– Я удивляюсь всему тому, что вы говорите. Неужели это так?

– Конечно так! Положение властей здесь ненадежное, и я уверен, что красные знают о здешнем развале. И вот, повторяю, есть фантазеры, которые верят белой армии, белой власти. Я знал многих таких психопатов. Знаю даже, что одна молоденькая американка, дочь миллиардера, мисс Дудль…

Послышался стук в дверь. Ввалились все остальные лейтенанты.

Черт бы их подрал!.. Начался картеж. Переодеться, чтобы удобнее затем удрать, нельзя было и думать. Сплавить их тоже не представлялось возможным…

Шел второй час ночи.

Я стал одеваться. Вынул дорожную кепку и одел пальто. Все необходимое было, конечно, со мной.

– Вы куда, мистер?

Ко мне обратился кто-то из играющих…

– Хочу пройти в конец поезда – в вагон-ресторан. Хочу есть. Разбужу буфетчика и прикажу мне приготовить что-нибудь холодное.

– Олл-райт!..

Пусть подождут. С какой-нибудь станции дам телеграмму, что отстал. Попрошу сохранить вещи, догоню, мол, к отходу парохода.

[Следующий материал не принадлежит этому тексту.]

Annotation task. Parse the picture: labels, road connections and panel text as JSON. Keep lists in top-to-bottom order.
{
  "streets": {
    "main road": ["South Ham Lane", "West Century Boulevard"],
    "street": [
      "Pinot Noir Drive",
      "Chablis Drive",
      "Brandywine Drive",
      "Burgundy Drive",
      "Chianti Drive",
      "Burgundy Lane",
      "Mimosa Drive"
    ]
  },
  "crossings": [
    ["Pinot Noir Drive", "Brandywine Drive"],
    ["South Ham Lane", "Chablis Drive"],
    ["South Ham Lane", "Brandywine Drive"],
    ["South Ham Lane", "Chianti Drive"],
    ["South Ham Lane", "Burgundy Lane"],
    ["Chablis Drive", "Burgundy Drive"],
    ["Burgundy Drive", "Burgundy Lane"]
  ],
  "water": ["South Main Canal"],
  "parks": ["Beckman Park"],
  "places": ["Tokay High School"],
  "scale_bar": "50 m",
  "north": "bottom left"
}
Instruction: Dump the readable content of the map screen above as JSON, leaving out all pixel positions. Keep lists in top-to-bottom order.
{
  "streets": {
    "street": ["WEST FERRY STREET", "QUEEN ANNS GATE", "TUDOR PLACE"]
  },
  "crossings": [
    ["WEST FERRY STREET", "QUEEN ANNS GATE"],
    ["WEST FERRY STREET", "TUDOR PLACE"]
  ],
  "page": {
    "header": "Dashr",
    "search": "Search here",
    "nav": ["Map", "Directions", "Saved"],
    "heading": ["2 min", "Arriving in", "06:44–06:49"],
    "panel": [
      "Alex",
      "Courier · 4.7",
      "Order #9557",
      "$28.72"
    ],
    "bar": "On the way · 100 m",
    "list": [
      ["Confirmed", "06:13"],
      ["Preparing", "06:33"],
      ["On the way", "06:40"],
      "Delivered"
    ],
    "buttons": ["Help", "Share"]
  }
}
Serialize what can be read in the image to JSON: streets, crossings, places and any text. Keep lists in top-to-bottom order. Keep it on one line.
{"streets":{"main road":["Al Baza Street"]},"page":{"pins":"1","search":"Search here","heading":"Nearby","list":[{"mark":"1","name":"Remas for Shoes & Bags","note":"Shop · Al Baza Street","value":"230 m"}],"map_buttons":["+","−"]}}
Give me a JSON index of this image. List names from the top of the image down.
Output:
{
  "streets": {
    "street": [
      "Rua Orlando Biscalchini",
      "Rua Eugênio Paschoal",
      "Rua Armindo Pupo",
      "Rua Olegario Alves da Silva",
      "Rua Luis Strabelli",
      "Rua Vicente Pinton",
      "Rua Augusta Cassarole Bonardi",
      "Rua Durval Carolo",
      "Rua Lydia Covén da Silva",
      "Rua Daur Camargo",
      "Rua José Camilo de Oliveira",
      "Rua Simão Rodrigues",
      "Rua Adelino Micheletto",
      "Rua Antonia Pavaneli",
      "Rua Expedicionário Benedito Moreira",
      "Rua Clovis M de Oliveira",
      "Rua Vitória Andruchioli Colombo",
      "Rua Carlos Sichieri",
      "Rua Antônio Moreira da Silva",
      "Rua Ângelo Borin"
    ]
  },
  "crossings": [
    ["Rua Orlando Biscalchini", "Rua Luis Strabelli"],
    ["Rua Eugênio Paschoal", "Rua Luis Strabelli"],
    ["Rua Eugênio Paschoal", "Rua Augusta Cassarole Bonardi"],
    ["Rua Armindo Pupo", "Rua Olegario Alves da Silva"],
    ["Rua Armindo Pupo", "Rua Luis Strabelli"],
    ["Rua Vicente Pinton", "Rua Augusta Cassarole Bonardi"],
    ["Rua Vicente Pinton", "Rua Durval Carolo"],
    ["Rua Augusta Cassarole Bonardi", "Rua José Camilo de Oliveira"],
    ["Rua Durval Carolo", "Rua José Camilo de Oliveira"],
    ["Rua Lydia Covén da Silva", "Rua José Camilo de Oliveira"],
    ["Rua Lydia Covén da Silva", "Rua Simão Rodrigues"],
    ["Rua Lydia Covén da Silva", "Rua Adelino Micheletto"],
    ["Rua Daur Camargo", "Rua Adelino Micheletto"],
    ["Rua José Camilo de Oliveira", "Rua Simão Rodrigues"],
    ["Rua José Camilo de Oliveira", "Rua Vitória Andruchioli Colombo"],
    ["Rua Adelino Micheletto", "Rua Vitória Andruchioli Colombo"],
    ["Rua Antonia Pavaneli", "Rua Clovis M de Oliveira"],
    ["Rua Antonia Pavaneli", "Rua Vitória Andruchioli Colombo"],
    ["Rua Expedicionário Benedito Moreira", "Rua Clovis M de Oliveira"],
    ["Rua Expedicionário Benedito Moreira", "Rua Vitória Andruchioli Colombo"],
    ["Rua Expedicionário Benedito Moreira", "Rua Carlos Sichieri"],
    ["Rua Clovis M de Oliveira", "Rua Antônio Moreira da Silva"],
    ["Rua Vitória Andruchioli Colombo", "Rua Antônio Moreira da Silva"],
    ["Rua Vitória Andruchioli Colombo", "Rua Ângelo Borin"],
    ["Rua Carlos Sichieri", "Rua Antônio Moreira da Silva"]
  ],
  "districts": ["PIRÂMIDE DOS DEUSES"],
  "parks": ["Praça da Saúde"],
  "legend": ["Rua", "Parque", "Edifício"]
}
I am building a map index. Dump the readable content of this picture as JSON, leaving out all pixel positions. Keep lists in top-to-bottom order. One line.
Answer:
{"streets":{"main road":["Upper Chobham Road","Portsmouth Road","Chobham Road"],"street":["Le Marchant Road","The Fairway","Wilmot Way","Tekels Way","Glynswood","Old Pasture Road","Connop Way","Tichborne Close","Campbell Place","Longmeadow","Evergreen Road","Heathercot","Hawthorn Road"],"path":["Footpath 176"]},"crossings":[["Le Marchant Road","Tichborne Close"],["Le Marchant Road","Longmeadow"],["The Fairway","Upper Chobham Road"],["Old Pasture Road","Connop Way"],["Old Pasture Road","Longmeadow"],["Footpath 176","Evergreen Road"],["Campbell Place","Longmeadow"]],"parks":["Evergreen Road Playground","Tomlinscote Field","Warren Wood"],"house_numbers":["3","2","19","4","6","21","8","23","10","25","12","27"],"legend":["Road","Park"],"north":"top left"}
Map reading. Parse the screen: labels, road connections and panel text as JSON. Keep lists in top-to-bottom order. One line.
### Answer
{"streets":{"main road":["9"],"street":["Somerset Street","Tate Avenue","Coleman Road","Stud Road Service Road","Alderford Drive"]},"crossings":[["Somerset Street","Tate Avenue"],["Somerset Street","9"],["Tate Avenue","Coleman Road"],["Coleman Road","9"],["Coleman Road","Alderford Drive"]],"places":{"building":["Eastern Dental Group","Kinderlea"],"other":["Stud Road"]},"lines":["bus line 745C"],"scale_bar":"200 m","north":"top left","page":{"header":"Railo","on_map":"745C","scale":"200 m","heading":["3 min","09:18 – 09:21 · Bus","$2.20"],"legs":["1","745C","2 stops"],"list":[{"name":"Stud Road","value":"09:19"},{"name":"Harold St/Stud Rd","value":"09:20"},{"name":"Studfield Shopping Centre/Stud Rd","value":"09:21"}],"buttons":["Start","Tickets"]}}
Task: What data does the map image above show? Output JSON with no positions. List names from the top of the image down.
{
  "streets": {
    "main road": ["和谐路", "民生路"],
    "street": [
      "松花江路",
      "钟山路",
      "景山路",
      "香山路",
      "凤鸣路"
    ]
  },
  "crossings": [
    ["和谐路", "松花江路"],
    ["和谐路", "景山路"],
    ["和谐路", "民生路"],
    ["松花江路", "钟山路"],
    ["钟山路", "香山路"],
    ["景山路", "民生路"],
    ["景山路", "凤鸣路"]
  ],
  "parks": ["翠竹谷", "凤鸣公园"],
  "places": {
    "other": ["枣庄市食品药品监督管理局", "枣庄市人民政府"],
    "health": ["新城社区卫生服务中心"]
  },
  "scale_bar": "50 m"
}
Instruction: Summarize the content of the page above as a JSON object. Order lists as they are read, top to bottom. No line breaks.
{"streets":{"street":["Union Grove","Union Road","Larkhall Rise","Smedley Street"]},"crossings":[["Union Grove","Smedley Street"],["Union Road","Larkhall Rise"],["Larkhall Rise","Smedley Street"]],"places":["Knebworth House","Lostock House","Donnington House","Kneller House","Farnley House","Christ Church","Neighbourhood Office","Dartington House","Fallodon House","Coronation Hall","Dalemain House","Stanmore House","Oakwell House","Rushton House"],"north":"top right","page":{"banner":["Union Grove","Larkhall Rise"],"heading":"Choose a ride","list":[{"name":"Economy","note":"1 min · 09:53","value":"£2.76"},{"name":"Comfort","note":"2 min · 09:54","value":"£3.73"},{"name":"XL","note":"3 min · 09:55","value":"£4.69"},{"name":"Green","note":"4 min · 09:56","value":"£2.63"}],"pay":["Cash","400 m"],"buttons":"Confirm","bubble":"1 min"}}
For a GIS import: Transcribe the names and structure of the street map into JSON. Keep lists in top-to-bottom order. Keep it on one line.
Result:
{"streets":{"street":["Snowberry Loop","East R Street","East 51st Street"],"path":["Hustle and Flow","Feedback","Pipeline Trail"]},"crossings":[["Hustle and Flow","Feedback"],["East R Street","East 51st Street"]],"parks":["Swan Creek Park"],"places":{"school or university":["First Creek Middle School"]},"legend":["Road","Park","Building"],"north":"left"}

Когда я подходил к концу поезда и вступил на площадку, отделяющую последний вагон, раздался страшный треск… Площадка вылетела у меня из-под ног, и я почувствовал, что теряю сознание!

– Приехали! Слезай!

XXVII. На волоске!

Когда я пришел в себя – я огляделся. От луны было светло, как днем.

Я лежал в какой-то канаве с водой около высоченной насыпи. Рядом неслись крики и стоны. Слышалась стрельба.

Сразу стало все ясно…

Скорый поезд потерпел основательнейшее крушение. Только два последних вагона были похожи на что-то. Одни из них валялся на насыпи боком, другой, перевернутый колесами вверх, распластался под откосом.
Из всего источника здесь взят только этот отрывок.